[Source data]
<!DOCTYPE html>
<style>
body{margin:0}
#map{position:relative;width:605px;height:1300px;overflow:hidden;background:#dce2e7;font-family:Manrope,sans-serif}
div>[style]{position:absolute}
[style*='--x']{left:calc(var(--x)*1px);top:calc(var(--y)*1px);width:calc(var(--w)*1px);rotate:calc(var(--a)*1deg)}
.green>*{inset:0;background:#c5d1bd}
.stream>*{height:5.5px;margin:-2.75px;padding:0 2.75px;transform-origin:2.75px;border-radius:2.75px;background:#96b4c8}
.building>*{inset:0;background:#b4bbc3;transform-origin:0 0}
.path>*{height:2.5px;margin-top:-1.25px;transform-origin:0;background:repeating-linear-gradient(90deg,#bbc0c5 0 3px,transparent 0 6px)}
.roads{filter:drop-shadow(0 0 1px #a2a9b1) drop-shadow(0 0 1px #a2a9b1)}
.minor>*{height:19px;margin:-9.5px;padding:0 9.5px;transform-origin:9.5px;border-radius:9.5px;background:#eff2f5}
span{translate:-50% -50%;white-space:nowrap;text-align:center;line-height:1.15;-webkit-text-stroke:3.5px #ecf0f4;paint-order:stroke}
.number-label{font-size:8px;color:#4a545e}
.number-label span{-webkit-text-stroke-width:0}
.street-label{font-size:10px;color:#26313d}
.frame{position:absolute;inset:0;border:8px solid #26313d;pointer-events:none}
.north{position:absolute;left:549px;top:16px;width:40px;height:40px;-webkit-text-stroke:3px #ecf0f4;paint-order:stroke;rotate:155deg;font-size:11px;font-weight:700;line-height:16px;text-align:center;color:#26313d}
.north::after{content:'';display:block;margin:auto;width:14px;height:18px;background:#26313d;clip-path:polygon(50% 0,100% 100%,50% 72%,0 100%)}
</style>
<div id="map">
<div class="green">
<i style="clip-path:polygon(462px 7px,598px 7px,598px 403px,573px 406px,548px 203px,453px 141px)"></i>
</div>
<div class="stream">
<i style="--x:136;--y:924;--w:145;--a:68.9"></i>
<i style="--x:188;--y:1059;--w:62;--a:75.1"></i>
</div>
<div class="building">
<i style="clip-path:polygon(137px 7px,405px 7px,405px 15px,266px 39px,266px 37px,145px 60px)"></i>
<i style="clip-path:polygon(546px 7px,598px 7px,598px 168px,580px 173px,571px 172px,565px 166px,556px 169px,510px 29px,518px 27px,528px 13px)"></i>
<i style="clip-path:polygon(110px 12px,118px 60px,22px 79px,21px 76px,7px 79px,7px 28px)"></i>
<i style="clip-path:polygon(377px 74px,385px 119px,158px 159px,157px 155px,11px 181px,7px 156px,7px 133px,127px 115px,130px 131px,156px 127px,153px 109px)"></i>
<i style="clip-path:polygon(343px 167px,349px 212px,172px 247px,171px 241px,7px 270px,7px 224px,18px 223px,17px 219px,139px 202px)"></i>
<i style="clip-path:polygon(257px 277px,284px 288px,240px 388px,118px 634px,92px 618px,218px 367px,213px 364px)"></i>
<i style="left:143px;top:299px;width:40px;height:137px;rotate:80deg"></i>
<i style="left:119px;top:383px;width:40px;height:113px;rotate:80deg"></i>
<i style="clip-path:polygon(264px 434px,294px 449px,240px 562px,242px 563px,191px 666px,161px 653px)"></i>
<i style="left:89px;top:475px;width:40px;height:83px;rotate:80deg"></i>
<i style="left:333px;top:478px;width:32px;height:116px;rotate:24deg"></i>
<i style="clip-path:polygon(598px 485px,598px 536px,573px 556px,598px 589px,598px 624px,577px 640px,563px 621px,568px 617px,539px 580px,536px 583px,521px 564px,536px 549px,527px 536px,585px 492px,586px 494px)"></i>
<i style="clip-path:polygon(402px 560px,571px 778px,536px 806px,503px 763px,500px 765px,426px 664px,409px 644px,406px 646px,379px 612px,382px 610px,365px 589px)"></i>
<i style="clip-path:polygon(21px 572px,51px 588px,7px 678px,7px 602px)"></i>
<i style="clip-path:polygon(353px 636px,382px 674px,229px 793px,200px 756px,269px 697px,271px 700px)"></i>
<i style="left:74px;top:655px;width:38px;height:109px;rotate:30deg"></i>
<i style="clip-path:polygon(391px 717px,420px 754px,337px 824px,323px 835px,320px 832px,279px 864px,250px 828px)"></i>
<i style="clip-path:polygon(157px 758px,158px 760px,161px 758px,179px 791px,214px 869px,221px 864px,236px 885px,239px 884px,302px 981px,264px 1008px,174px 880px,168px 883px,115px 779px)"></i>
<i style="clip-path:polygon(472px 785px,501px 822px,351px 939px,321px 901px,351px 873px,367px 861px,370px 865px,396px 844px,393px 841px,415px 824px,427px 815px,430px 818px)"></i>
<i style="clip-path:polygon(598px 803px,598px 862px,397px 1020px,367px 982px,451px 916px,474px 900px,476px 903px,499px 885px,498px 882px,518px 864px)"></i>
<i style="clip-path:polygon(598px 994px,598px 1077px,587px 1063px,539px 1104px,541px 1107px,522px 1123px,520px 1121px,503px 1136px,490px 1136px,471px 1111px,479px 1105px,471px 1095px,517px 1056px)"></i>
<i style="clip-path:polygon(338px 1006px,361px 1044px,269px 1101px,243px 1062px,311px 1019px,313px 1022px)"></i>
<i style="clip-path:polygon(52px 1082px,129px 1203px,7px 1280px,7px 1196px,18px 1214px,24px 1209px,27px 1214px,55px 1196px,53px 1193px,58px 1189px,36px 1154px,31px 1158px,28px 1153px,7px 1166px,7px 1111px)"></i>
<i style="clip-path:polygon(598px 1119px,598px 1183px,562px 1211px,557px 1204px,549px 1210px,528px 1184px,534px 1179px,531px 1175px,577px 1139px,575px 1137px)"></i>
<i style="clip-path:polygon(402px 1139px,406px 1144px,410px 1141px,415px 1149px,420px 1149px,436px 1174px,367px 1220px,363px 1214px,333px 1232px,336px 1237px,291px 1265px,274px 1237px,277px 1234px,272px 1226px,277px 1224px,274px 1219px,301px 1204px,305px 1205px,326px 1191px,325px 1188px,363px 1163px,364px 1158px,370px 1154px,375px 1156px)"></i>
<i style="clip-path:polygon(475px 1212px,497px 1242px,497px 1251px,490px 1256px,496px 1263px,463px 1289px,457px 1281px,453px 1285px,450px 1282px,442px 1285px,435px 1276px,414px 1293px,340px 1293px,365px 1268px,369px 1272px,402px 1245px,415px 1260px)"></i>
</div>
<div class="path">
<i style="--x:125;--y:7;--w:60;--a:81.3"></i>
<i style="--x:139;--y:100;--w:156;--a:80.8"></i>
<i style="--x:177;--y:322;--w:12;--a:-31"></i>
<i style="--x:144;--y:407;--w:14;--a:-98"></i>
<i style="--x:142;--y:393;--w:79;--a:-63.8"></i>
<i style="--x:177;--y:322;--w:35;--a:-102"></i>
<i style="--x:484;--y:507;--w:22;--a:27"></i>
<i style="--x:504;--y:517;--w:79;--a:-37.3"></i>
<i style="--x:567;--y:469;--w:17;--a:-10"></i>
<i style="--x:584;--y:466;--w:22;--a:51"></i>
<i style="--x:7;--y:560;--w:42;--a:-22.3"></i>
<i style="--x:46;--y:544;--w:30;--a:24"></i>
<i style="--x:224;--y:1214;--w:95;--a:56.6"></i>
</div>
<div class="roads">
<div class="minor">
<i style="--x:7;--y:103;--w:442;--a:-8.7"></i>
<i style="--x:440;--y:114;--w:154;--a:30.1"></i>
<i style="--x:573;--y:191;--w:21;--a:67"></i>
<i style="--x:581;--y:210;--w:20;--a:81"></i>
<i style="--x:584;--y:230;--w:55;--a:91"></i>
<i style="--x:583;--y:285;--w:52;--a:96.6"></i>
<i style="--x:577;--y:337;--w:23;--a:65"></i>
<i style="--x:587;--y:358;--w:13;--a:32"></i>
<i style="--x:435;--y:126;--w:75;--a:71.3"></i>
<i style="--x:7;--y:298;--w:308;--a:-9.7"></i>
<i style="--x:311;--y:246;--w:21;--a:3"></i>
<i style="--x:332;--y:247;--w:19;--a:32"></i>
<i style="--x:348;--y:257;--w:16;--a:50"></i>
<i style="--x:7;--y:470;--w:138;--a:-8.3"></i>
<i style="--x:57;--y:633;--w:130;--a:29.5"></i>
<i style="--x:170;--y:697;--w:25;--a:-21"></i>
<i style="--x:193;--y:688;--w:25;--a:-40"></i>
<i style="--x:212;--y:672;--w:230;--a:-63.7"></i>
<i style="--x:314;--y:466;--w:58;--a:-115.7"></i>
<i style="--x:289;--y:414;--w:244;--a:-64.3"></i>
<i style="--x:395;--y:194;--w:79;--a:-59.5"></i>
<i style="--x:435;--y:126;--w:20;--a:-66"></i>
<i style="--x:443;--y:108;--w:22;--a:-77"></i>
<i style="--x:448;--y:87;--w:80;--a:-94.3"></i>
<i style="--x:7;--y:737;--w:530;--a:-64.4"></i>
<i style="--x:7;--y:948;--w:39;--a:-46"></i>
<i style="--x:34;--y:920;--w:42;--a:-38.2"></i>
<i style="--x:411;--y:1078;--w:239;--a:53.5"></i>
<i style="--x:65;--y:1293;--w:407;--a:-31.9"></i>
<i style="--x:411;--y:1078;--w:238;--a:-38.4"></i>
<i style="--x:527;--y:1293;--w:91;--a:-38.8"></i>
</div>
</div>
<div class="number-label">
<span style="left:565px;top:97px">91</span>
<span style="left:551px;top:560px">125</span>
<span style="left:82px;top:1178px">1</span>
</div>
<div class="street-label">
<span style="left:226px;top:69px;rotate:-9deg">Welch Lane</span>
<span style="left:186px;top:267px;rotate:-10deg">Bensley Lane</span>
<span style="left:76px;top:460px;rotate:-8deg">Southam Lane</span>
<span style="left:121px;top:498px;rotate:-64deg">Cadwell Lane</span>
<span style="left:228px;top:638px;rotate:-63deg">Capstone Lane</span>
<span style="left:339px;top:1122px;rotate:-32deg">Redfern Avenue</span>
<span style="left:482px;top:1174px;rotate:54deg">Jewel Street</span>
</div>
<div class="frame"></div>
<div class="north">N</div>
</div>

==

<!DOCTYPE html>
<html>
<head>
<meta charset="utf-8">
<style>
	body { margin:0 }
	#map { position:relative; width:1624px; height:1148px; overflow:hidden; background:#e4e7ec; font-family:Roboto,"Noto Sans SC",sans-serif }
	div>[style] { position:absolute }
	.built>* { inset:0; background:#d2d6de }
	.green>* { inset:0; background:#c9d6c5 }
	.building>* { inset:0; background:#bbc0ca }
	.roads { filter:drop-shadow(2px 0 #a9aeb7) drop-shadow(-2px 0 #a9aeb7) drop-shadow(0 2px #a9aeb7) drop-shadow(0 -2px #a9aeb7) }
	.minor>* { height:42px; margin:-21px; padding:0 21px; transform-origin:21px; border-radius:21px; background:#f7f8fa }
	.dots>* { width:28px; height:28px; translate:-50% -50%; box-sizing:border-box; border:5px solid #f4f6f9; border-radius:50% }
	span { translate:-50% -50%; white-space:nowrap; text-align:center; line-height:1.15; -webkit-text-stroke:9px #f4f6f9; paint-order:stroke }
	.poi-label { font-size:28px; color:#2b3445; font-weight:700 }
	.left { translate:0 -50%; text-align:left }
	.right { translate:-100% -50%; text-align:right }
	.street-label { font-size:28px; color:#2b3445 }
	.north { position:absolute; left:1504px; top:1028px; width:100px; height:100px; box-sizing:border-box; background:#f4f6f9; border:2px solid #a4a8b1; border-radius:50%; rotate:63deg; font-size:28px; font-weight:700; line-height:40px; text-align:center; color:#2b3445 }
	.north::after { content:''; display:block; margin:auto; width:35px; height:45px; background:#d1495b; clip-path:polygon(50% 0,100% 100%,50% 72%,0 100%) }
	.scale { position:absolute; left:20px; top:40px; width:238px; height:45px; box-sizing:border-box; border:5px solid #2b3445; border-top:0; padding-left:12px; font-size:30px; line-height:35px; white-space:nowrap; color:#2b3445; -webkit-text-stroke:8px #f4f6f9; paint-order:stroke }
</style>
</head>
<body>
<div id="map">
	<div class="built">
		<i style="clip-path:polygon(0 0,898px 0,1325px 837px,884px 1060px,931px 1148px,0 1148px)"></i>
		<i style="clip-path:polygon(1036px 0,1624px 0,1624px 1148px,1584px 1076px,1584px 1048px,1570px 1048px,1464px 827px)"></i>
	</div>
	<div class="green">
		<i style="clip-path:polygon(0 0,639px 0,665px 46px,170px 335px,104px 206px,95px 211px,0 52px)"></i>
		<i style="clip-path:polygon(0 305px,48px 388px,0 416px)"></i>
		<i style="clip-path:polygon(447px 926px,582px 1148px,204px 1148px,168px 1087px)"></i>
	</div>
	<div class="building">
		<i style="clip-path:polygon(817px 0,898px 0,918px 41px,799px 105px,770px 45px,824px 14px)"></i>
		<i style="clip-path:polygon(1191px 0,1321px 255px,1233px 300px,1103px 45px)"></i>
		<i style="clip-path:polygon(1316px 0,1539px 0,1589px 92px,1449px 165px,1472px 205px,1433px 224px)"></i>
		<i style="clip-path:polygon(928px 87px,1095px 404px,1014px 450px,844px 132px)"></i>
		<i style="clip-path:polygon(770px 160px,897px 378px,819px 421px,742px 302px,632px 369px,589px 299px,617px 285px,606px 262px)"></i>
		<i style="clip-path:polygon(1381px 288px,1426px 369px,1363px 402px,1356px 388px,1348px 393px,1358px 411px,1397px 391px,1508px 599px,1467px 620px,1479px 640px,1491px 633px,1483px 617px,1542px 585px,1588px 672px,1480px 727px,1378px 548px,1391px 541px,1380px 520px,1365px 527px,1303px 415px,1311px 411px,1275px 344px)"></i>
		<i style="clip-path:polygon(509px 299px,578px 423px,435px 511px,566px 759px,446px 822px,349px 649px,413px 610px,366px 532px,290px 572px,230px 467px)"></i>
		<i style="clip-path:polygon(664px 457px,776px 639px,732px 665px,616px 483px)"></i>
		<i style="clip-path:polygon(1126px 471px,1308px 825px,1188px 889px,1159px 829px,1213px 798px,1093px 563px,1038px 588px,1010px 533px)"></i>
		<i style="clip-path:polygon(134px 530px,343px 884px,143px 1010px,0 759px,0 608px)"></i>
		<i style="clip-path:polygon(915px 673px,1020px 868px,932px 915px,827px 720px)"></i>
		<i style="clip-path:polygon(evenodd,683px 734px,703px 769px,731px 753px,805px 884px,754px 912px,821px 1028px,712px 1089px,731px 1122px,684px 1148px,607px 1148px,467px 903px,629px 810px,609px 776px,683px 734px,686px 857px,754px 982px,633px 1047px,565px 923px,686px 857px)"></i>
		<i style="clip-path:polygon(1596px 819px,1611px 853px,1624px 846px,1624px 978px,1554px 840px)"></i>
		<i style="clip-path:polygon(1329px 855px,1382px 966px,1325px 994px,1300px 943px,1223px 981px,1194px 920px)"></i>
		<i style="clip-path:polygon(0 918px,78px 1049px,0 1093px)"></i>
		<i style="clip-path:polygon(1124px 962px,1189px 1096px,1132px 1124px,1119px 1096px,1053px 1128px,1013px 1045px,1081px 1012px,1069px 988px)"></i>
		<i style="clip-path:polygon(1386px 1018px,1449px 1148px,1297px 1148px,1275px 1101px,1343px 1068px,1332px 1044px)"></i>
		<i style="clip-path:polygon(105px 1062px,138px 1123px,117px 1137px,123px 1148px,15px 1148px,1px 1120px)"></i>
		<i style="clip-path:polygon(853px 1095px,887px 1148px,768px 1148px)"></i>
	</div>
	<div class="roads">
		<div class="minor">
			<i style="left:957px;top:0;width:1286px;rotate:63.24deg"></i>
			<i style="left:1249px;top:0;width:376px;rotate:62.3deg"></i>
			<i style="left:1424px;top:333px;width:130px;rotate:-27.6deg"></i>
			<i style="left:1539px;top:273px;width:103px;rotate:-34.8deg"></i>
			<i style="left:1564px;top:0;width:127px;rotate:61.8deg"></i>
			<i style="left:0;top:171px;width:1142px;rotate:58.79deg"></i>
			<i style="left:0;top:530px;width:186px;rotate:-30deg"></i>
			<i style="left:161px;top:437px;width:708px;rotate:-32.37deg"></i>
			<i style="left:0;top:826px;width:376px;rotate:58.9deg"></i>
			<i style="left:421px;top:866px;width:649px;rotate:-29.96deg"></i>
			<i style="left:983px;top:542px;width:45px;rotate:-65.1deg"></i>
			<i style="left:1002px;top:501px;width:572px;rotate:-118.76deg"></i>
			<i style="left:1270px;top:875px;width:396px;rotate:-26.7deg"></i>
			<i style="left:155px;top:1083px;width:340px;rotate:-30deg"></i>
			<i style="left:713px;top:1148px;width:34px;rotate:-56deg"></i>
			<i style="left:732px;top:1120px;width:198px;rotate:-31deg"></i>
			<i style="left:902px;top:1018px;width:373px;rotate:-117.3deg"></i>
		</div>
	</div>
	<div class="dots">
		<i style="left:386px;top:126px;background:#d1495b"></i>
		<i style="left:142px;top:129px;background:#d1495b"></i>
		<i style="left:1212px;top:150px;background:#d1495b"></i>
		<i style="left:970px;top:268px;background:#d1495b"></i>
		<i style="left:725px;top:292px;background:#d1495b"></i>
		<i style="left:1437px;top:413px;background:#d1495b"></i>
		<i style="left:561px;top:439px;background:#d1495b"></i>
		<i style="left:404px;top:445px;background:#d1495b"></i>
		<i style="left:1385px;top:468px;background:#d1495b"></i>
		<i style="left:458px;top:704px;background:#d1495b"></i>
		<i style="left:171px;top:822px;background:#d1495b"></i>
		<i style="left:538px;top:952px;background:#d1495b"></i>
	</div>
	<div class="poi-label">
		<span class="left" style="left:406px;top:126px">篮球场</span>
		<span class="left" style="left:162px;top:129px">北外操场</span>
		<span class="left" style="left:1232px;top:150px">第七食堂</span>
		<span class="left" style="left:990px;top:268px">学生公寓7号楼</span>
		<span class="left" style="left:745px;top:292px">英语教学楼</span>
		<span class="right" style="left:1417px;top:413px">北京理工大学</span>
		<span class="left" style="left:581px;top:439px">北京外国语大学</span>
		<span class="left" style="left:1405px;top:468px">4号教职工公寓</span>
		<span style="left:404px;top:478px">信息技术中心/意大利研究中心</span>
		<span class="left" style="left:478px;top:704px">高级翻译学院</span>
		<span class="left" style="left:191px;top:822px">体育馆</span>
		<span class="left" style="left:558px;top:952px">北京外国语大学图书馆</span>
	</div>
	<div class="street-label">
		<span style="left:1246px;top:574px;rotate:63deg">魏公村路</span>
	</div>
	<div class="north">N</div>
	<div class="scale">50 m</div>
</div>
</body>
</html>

_Aim of the exercise:_
Filter the records above for "relative" and copy every matching line.

_Response to this exercise:_
#map{position:relative;width:605px;height:1300px;overflow:hidden;background:#dce2e7;font-family:Manrope,sans-serif}
	#map { position:relative; width:1624px; height:1148px; overflow:hidden; background:#e4e7ec; font-family:Roboto,"Noto Sans SC",sans-serif }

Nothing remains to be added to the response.